# Krishnamurthy Number in Java

A Krishnamurthy number, also known as a Strong number, is a special type of number in which the sum of the factorials of its digits is equal to the number itself. In other words, if a number 'n' has 'm' digits, and the sum of the factorials of each digit is equal to 'n', then it is called a Krishnamurthy number.

Example 1:

Input:145

Explanation: To check if 145 is a Krishnamurthy Number we have to calculate the factorial sum of its digits as follows:

• digit = 5, factorial(digit) = 120
• digit = 4, factorial(digit) = 24
• digit = 1, factorial(digit) = 1

So, the sum of the factorials of its digits is 120 + 24 + 1 = 145, which is the same as the original number.

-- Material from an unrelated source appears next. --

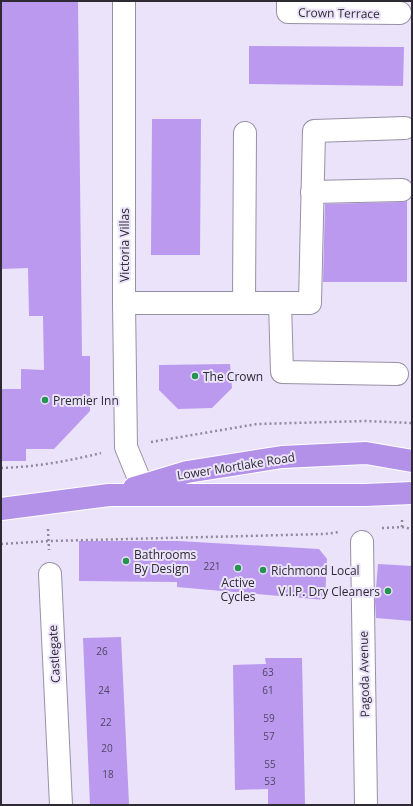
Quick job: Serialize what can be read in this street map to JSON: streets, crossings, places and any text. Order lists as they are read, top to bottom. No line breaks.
{"streets":{"highway":["Lower Mortlake Road"],"street":["Crown Terrace","Victoria Villas","Castlegate","Pagoda Avenue"]},"crossings":[["Victoria Villas","Lower Mortlake Road"]],"places":["The Crown","Premier Inn","Bathrooms By Design","Active Cycles","Richmond Local","V.I.P. Dry Cleaners"],"house_numbers":["221","26","63","24","61","59","22","57","20","55","18","53"]}
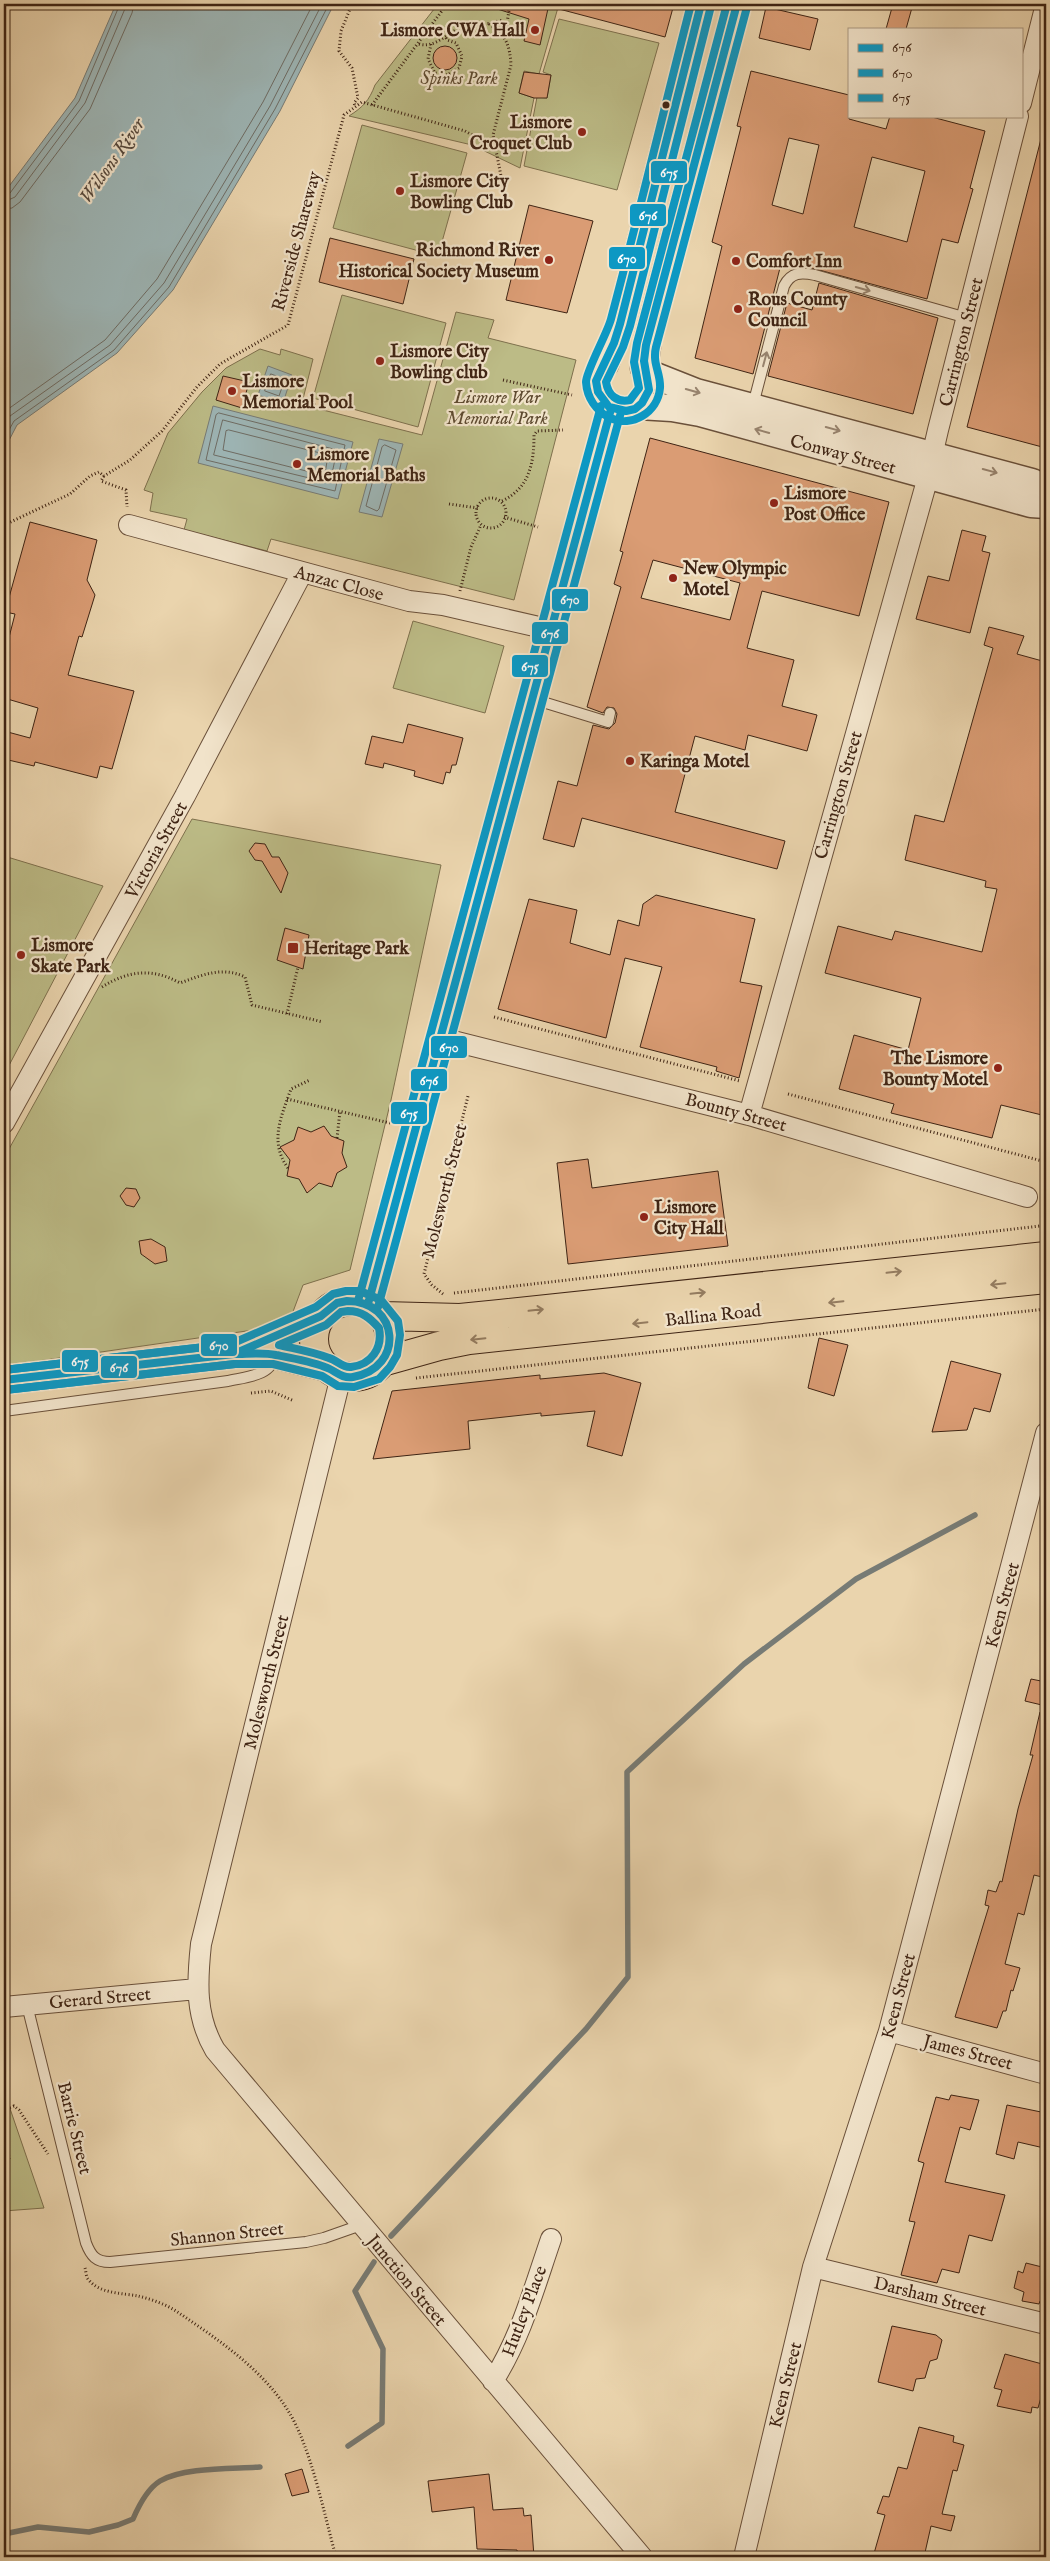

Therefore, 145 is a Krishnamurthy Number.

Example 2:

Input: 40585

Explanation: To check if 40585 is a Krishnamurthy Number we have to calculate the factorial sum of its digits as follows:

• digit = 5, factorial(digit) = 120
• digit = 8, factorial(digit) = 40320
• digit = 5, factorial(digit) = 120
• digit = 0, factorial(digit) = 1
• digit = 4, factorial(digit) = 24

So, the sum of the factorials of its digits is 120 + 40320 + 120 + 1 + 24 = 40585, which is the same as the original number.

Therefore, 40585 is also a Krishnamurthy Number.

## Implementation: Using Normal Approach

ALGORITHM:

Step 1: Take the input number from the user and store it in a variable.

Step 2: Calculate the factorial of each digit in the number and add them together.

Step 3: Compare the sum with the original number. If they are equal, then the number is a Krishnamurthy number; otherwise, it is not.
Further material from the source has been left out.